Azure-pipelines-tasks: Download Build Artifacts: : broken file permission mask

To support retaining of file permissions we need to do changes across the board, first artifact service needs to support retaining metadata for files, then "publish build artifacts" tasks needs to upload the artifacts with permissions. After which "Download build artifacts" task can be updated to honor permissions.

Previous download artifacts in release was writing all files as executable for some agent configurations which isn't correct thing to do.

@bryanmacfarlane Assigning this issue to you since it first requires retaining of file permissions in build artifact.

@bryanmacfarlane have you had anytime to look at this?

We have a CI pipeline that is hitting this. We are using hosted agents to build C++ code and create Linux binaries. These binaries are tests which run against custom hardware. So we upload the binaries as artifacts and download them onto our Self-Hosted agent.

Currently to workaround this issue we manually chmod the binaries before running them but that solution has been fragile.

We took a more generic approach to work around this:
we just create a tgz of what is supposed to be content of the artifact, and have this tgz in the artifact instead. And expand it on the other side.
But really, we should not have to spend time on such issues...

Any status on this? It's been over a year since this bug was reported.

@mitchdenny Are we supporting retaining of permissions in pipeline artifacts? I know it's on the agenda but wondering if it's already implemented.

At this point we don't do it. I think the first priorities for additional metadata to be stored with files in artifacts are:

1. Execute bit
2. Timestamps (may be important for native build caching scenarios)

Both of these are important for both Pipeline Artifacts and Pipeline Caching. Adding @alexmullans for awareness.

I'm also having this issue. Is there a workaround?

See afeblot@ comment for workaround. Simply make a zip/tgz.

Still not working. Keep getting issues with "File not found" errors even though I list out the files right above the command and it exists.

Submitted an issue at https://developercommunity.visualstudio.com/content/problem/578755/im-unable-to-use-extracted-files-in-a-release-pipe.html

This is still an issue a year and a half later - seems too significant a problem to have not been addressed, IMO.

The same irritating problem here. Artifacts contains executable and pipeline fails because executables can not be run. It should be fixed as urgent because it is fatal problem.
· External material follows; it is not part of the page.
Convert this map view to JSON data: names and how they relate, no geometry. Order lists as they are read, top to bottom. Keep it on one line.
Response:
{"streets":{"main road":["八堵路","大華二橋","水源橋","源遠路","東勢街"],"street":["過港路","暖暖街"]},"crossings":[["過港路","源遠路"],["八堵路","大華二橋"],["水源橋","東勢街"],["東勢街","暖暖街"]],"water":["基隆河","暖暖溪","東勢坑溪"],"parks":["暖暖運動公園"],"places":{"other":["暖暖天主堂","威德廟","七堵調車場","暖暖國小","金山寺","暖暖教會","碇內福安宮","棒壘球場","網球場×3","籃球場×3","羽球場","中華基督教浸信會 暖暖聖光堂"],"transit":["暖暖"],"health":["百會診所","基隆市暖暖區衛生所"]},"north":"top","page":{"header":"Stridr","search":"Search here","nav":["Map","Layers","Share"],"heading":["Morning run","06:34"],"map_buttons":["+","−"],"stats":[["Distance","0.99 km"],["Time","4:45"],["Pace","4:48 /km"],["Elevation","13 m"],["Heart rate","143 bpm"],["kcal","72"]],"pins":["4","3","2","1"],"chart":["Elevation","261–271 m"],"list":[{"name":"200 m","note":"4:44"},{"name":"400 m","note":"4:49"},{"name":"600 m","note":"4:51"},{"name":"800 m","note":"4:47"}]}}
It is main purpose of Artifact use some executable created before.

We have a quick (and dirty) workaround that involves manually setting the permissions we want:

# Setting the scripts to be run as executable
chmod -R $WHATEVER_PERMISSIONS $YOUR_FILE_OR_DIRECTORY

Can we get an update on the status?

this is an issue with pipeline artifacts too. AND it causes issues with terraform because best practice of terraform is to artifact and restore the whole .terraform directory and the x bits on the providers are lost. had to workaround with

chmod -R a+x ./.terraform/plugins/linux_amd64/*

@mitchdenny Are we able to get an update on this? It's been over a year, and no feedback?

Adding @johnterickson

This issue is stale because it has been open for 180 days with no activity. Remove the stale label or comment on the issue otherwise this will be closed in 5 days

Stale but important

It was already resolved by adding note in artifact documentation that permission are not preserved due to Windows filesystem.
Don't expect any solution. It works as designed. Nice way how to fix problem 🥇

@jmalak Maybe I've missed something in the history of this issue and the issues referencing this one. But no where was it communicated as resolved AFAIK or working as designed.

We have a workaround

@mitchdenny Are we supporting retaining of permissions in pipeline artifacts? I know it's on the agenda but wondering if it's already implemented.

Would suggest that there was the intent of at least the possibility supporting this natively.

Hopefully we get some feedback soon

It should be resolved proper way, what I commented is Microsoft quick solution.
I am using my own solution that I encapsulate artifact into archive with permission and if I need it I restore it from archive (7z format on Windows and tar.gz on NIX).